Allison Macfarlane might be a government newbie, but the recently arrived chair of the Nuclear Regulatory Commission has reason to feel comfortable among the marble columns and granite monuments of official Washington. That’s because she’s a geologist by training, and she knows her way around stones.
The tenure of her predecessor, Gregory B. Jaczko, was marked by controversy, including complaints that he mistreated women on his staff and conflicts with other commissioners. Supporters say Macfarlane will provide a steady hand for the agency — in other words, leadership that’s solid as, uh, a rock.
She chats with the Loop about swapping “professor” for “chairwoman” — as well as her fondness for “Downton Abbey” and her aversion to heights and lentils.
Which cabinet secretary would you most like to hang out with, and what would you do?
The women Secretaries. We’d go out and discuss Anne-Marie Slaughter’s recent Atlantic article about family/work balance over a glass of wine.
What’s your favorite non-work-related Web site/app/magazine?
Capital Weather Gang. I want to know whether to expect another dreadful power outage…
People would be surprised to know that I ___________.
Ran four geological expeditions to the Himalayas, trekking for hundreds of miles and camping out at high altitude with a group of American and Nepali scientists and a team of sherpas. It really soured me on lentils and rice, which I ate every day for weeks at a time.
What’s your dream job?
Running a foundation or a research institute. As a professor, I always loved to help create knowledge and to mentor young researchers. Now, running a federal agency, I’ve become interested in administration as a sort of intellectual puzzle to solve. Running a foundation or institute would combine the two interests.
What motivated you to go into public service?
My mentor, White House science advisor John Holdren, taught me that scientists have an obligation to put their knowledge to use in the service of the American people. There’s a place for pure research, but I’ve been most drawn to science that makes a difference in people’s lives.
Favorite TV show?
“Downton Abbey.” It’s like a combination of good chocolate and champagne, absolutely delicious. And since my husband grew up in Britain, it feeds my fascination for the British class system.
Which character from that show do you most identify with?

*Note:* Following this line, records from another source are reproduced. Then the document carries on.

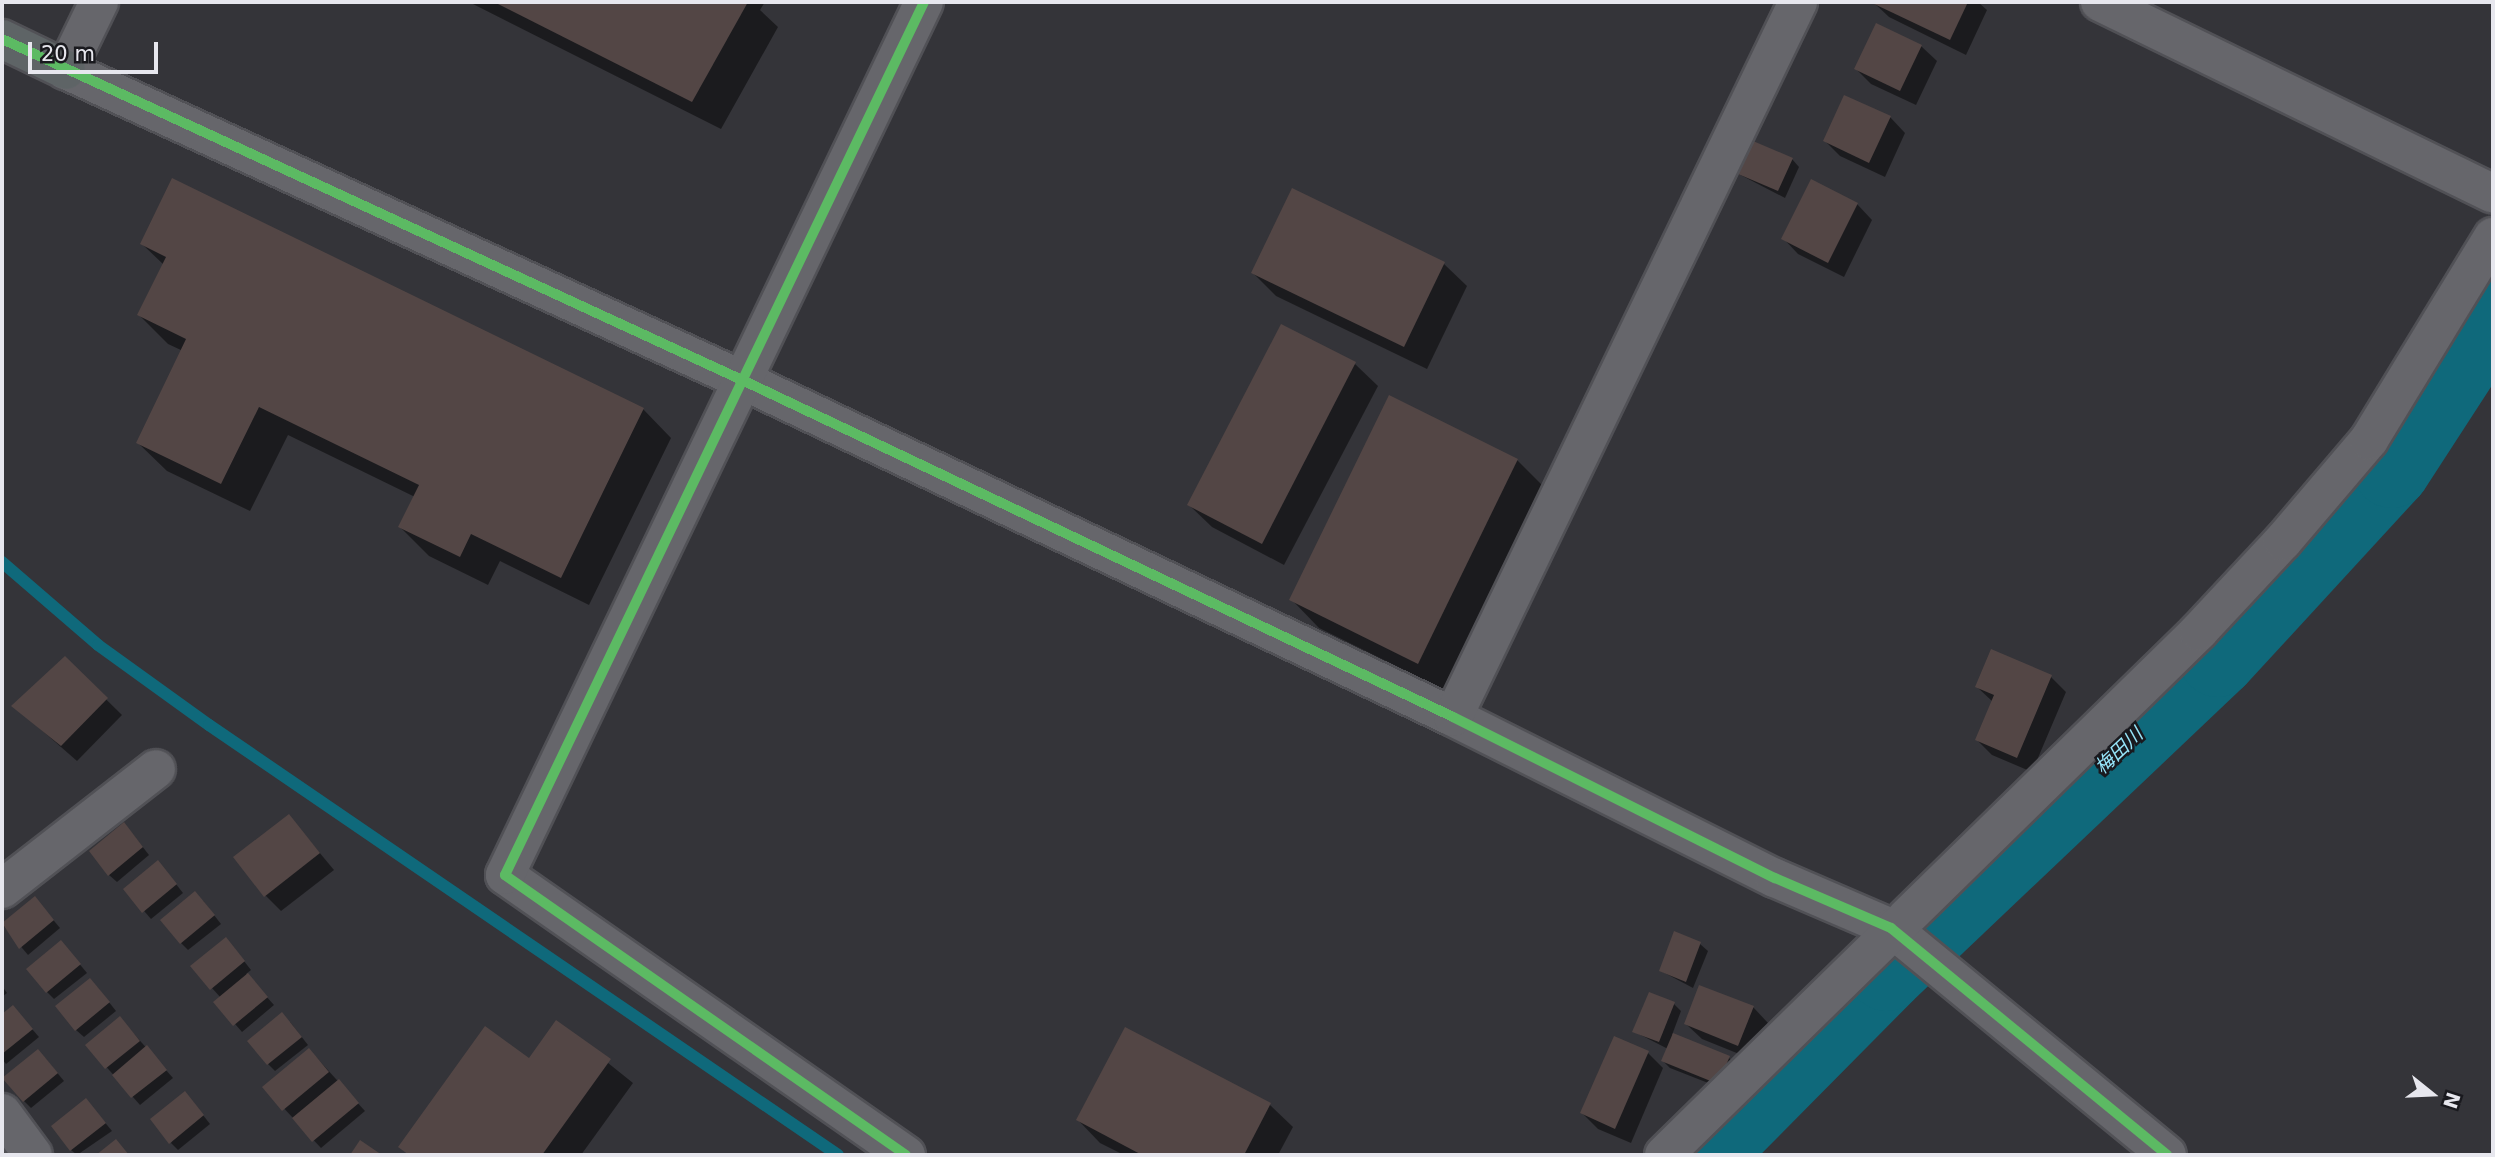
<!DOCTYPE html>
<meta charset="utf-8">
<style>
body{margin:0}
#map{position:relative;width:2495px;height:1157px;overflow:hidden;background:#343439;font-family:"DejaVu Sans","Noto Sans JP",sans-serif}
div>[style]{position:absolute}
.shadow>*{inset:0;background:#0007}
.stream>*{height:12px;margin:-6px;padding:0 6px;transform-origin:6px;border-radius:6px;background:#0f697b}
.river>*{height:77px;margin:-38.5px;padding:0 38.5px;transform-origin:38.5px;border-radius:38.5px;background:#0f697b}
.building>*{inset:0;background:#534645}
.roads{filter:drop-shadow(2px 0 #515156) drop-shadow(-2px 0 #515156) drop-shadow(0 2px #515156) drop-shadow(0 -2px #515156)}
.street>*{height:38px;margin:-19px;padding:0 19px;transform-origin:19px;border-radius:19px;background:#66666b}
.secondary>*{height:38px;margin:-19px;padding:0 19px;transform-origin:19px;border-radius:19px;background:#5e6466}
.cycleway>*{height:10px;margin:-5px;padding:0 5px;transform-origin:5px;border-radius:5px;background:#5cba63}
span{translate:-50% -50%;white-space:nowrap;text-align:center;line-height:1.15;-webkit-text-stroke:5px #19191e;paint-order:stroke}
.water-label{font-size:19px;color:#97e6fa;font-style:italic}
.frame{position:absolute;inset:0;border:4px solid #e7e7ee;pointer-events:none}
.north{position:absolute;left:2397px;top:1059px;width:70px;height:70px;-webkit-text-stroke:5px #19191e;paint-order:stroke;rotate:108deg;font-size:19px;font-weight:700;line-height:28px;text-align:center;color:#e7e7ee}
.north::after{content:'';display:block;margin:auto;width:24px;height:32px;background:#e7e7ee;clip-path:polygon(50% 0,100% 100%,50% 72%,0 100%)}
.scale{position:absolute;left:28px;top:42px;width:130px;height:32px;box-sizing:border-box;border:4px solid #e7e7ee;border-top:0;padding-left:9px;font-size:21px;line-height:24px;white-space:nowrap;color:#e7e7ee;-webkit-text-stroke:5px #19191e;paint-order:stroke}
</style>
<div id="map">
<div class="shadow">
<div style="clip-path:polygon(469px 2px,765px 2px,760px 10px,778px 27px,721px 129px)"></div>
<div style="clip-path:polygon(1873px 2px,1978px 2px,1987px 10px,1966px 55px,1889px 17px)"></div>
<div style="clip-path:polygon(1921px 46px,1937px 61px,1916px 105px,1871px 84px,1856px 69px)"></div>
<div style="clip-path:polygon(1890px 117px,1905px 133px,1885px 177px,1840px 156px,1825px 141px)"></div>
<div style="clip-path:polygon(1792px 159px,1799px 167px,1785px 198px,1733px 171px)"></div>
<div style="clip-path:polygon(1293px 191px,1444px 264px,1467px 286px,1427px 369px,1276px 296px,1253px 273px)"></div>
<div style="clip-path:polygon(1857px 204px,1872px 220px,1844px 277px,1798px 254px,1783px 238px)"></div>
<div style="clip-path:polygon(142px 244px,643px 409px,671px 438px,589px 605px,500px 561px,488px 585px,429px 556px,400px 527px,415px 497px,288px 435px,250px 511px,167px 471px,138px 443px,183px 351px,168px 344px,139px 315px,164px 265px)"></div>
<div style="clip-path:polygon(1355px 364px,1378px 386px,1284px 565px,1212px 527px,1189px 505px)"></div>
<div style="clip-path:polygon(1517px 460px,1546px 489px,1447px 691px,1319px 628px,1291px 599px)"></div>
<div style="clip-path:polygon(65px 659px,122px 715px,77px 761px,14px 706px)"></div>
<div style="clip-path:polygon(2051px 677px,2066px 692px,2032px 772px,1992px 755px,1977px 740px,1993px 702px,1977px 687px)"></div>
<div style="clip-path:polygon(289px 816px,334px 870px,281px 911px,265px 895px)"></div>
<div style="clip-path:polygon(131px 832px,149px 855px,117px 882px,109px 875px)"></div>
<div style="clip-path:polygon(165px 870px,183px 893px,151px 919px,125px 889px)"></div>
<div style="clip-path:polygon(35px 898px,60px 928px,28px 955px,2px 924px)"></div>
<div style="clip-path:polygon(203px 901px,221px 924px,188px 950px,181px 943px)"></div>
<div style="clip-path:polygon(1700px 944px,1708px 951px,1693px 988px,1661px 971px)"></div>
<div style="clip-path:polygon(233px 947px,251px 970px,246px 974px,274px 1005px,242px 1032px,216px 1002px,221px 998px,192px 966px)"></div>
<div style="clip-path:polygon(68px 950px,87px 973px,54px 999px,47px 992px)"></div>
<div style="clip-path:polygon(2px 986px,7px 993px,2px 997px)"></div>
<div style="clip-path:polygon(97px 987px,116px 1011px,84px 1037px,76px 1030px)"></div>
<div style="clip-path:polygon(1674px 1004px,1681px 1011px,1672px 1035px,1729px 1058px,1736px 1065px,1726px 1090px,1670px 1068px,1663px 1061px,1668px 1049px,1635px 1032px)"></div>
<div style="clip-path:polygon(13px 1007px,39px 1037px,6px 1064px,2px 1059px,2px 1016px)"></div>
<div style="clip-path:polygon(1753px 1007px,1768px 1023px,1754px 1060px,1702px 1039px,1686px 1024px)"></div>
<div style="clip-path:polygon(290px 1022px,308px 1045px,275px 1071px,268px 1064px)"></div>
<div style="clip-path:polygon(557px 1022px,633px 1083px,581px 1155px,409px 1155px,401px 1147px,530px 1060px)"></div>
<div style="clip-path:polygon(127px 1026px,173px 1078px,140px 1105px,87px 1045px)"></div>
<div style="clip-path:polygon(1648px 1053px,1663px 1068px,1631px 1143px,1598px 1129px,1582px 1113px)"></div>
<div style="clip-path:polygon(316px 1057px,365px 1111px,321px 1148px,264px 1087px)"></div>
<div style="clip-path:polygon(45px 1058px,64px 1081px,31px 1108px,24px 1101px)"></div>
<div style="clip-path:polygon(192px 1101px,210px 1124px,178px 1150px,171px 1143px)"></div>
<div style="clip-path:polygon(1270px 1105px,1293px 1127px,1278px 1155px,1124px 1155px,1100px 1143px,1078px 1120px)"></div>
<div style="clip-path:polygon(93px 1108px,112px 1131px,77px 1155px,71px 1150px)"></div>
</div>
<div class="stream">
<div style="left:2px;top:562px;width:127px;rotate:40.8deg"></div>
<div style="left:98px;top:645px;width:137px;rotate:35.8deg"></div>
<div style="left:209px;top:725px;width:762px;rotate:34.36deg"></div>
</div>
<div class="river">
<div style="left:1705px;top:1155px;width:257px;rotate:-45.3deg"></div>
<div style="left:1886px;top:972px;width:456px;rotate:-43.5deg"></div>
<div style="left:2217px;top:658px;width:257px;rotate:-47.4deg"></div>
<div style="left:2391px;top:469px;width:187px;rotate:-57deg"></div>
</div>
<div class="building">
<div style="clip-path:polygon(494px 2px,748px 2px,692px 102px)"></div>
<div style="clip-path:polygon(1870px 2px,1968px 2px,1950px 40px)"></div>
<div style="clip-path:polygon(1876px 23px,1922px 45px,1900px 91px,1854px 69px)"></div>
<div style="clip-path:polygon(1844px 95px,1891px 116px,1869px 163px,1823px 141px)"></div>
<div style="clip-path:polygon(1746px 138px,1793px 158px,1778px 191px,1731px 171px)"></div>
<div style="clip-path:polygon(172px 178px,644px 408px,561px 578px,471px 534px,460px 557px,398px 527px,419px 485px,259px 407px,221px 484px,136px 443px,186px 339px,137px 315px,166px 257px,140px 244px)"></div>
<div style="clip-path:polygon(1811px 179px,1858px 203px,1828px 263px,1781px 239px)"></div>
<div style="clip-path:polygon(1292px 188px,1445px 262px,1404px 347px,1251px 273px)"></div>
<div style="clip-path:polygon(1281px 324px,1356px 362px,1262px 544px,1187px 505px)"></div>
<div style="clip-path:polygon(1389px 395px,1518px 459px,1418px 664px,1289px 600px)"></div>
<div style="clip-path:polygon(1991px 649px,2052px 675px,2017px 758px,1975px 740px,1994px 695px,1975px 687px)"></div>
<div style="clip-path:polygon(65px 656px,108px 698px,61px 746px,11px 706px)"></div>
<div style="clip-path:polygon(289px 814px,320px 853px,264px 897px,233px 857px)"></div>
<div style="clip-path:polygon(124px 822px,143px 847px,108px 876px,89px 851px)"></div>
<div style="clip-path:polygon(158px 860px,177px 884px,142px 913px,123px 889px)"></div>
<div style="clip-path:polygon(195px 891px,215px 915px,180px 944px,160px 920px)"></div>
<div style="clip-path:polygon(35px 896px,54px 920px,19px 949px,2px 923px)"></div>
<div style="clip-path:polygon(1674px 931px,1701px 942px,1686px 982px,1659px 971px)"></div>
<div style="clip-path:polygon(226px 937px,245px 961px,210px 990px,190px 966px)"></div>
<div style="clip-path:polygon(61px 940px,81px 964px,46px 993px,26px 969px)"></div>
<div style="clip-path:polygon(248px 973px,268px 997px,233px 1026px,213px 1002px)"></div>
<div style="clip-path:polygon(90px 978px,110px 1002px,75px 1031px,55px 1006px)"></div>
<div style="clip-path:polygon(1699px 985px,1754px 1006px,1738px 1046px,1684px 1024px)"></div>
<div style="clip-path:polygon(1649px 992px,1675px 1002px,1659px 1042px,1632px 1032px)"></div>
<div style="clip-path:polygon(13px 1005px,33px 1029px,2px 1054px,2px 1014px)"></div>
<div style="clip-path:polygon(282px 1012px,302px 1037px,267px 1065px,247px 1041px)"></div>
<div style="clip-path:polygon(120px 1016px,140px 1041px,105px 1069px,85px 1045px)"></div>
<div style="clip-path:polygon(556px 1020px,611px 1059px,542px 1155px,409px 1155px,398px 1147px,485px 1026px,529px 1058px)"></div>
<div style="clip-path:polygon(1125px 1027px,1271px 1103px,1244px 1155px,1142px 1155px,1076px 1120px)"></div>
<div style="clip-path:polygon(1673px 1033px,1730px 1056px,1718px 1084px,1661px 1061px)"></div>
<div style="clip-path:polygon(1614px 1036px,1649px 1051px,1615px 1129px,1580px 1113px)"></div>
<div style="clip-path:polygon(147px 1045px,167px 1070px,131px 1098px,112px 1075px)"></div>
<div style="clip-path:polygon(309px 1048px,329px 1072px,282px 1111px,262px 1087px)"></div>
<div style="clip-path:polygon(38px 1049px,58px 1073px,23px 1102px,2px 1078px)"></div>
<div style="clip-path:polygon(339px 1079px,359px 1103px,312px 1142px,292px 1118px)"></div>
<div style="clip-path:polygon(185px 1091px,204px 1115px,169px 1144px,150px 1119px)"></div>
<div style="clip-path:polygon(86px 1098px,106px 1123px,70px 1151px,51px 1126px)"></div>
<div style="clip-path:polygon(116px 1139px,129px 1155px,96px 1155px)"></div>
<div style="clip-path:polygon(360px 1140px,382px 1155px,350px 1155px)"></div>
</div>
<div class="roads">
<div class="street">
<div style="left:99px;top:2px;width:76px;rotate:115.9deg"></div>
<div style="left:66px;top:70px;width:741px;rotate:24.63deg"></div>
<div style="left:740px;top:379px;width:789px;rotate:25.36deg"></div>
<div style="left:1453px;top:717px;width:360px;rotate:26.6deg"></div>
<div style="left:1775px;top:878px;width:126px;rotate:23.3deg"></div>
<div style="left:1891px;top:928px;width:357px;rotate:39.4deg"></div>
<div style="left:2100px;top:2px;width:437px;rotate:26deg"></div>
<div style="left:1453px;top:717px;width:794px;rotate:-64.24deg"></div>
<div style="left:2px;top:889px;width:195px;rotate:-37.9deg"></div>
<div style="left:2px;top:1113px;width:52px;rotate:53.6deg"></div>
<div style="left:906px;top:1155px;width:489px;rotate:-145.1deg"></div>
<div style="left:505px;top:875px;width:968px;rotate:-64.36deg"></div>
<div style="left:1664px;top:1155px;width:749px;rotate:-44.4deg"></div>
<div style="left:2199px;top:631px;width:123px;rotate:-47deg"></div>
<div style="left:2283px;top:541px;width:133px;rotate:-49.6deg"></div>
<div style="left:2369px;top:440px;width:238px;rotate:-58.6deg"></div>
</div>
<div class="secondary">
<div style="left:2px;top:39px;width:71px;rotate:25.8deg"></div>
</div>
</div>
<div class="cycleway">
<div style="left:2px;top:39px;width:813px;rotate:24.74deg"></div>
<div style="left:740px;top:379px;width:789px;rotate:25.36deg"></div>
<div style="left:1453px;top:717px;width:360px;rotate:26.6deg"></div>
<div style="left:1775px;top:878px;width:126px;rotate:23.3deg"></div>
<div style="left:1891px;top:928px;width:357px;rotate:39.4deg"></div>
<div style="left:906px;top:1155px;width:489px;rotate:-145.1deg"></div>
<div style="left:505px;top:875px;width:968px;rotate:-64.36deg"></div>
</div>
<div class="water-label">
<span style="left:2119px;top:751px;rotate:-43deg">梅田川</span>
</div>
<div class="frame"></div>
<div class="north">N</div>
<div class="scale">20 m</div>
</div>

Mary, like me, the eldest daughter. She’s caught between doing what she wants and what she thinks is expected of her. She lived in a transitional moment for women. You see her struggling as a woman who senses new possibilities but is hemmed in by old expectations. She made some bad choices in the first and second series, but I’m hopeful she’ll come into her own in the upcoming series.
What subject, other than your work, do you know most about?
Food and food production. I love cooking for my husband and kids — I think of it as applied chemistry — and I’ve become more and more interested in understanding what’s in what I eat and what all those additives and preservatives do to our bodies. Reading Michael Pollan’s work completely changed the way I think about food.
What’s the best job you’ve ever had?
The worst was house cleaner. Apart from my current job, which I love, my favorite job was being a research fellow at Stanford University for a year: nothing to do but read and write, cycle and hike in near perfect weather surrounded by really smart people.
I’m scared of _____
Heights. My family drove up Mont Ventoux in France last month, and I had my eyes shut whenever there weren’t any guard rails.
What’s one word you wish people would use to describe you?
You can draft one person in the private sector….
Chuck Vest, the former President of MIT. He’s the smartest, most effective administrator I’ve ever known. But very modest. You could put him in charge of any agency and he’d improve it. Maybe NRC could find a really hard problem for him to solve.